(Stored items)
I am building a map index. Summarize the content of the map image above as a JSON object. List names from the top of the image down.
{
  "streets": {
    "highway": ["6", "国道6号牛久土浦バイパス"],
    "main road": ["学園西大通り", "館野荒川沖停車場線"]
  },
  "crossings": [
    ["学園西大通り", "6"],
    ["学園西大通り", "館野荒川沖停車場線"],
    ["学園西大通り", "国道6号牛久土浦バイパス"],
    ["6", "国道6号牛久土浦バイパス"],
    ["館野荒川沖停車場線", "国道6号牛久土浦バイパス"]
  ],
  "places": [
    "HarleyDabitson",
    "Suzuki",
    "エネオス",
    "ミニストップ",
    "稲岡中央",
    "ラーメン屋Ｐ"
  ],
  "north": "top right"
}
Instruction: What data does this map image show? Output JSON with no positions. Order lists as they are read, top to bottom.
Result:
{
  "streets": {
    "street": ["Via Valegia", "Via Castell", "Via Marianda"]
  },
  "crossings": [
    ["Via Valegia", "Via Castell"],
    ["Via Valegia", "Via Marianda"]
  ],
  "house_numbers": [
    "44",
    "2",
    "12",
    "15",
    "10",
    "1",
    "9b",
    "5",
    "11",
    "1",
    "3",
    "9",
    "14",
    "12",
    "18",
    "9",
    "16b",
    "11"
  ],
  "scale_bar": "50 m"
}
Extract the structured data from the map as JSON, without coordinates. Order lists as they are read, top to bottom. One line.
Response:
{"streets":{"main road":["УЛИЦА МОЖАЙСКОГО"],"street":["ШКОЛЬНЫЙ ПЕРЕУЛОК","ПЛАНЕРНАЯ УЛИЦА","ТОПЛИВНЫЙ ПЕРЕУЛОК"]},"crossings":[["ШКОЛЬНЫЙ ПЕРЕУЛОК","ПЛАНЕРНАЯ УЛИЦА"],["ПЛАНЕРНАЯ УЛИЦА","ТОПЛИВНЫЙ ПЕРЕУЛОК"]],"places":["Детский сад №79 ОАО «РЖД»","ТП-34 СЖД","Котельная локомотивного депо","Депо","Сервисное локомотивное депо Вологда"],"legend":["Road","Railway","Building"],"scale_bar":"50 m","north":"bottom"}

## EXERCISE PROMPT
Whenever a line of the entries contains the string "lists", copy that line.

## ANSWER TO THIS TASK
Instruction: What data does this map image show? Output JSON with no positions. Order lists as they are read, top to bottom.
Extract the structured data from the map as JSON, without coordinates. Order lists as they are read, top to bottom. One line.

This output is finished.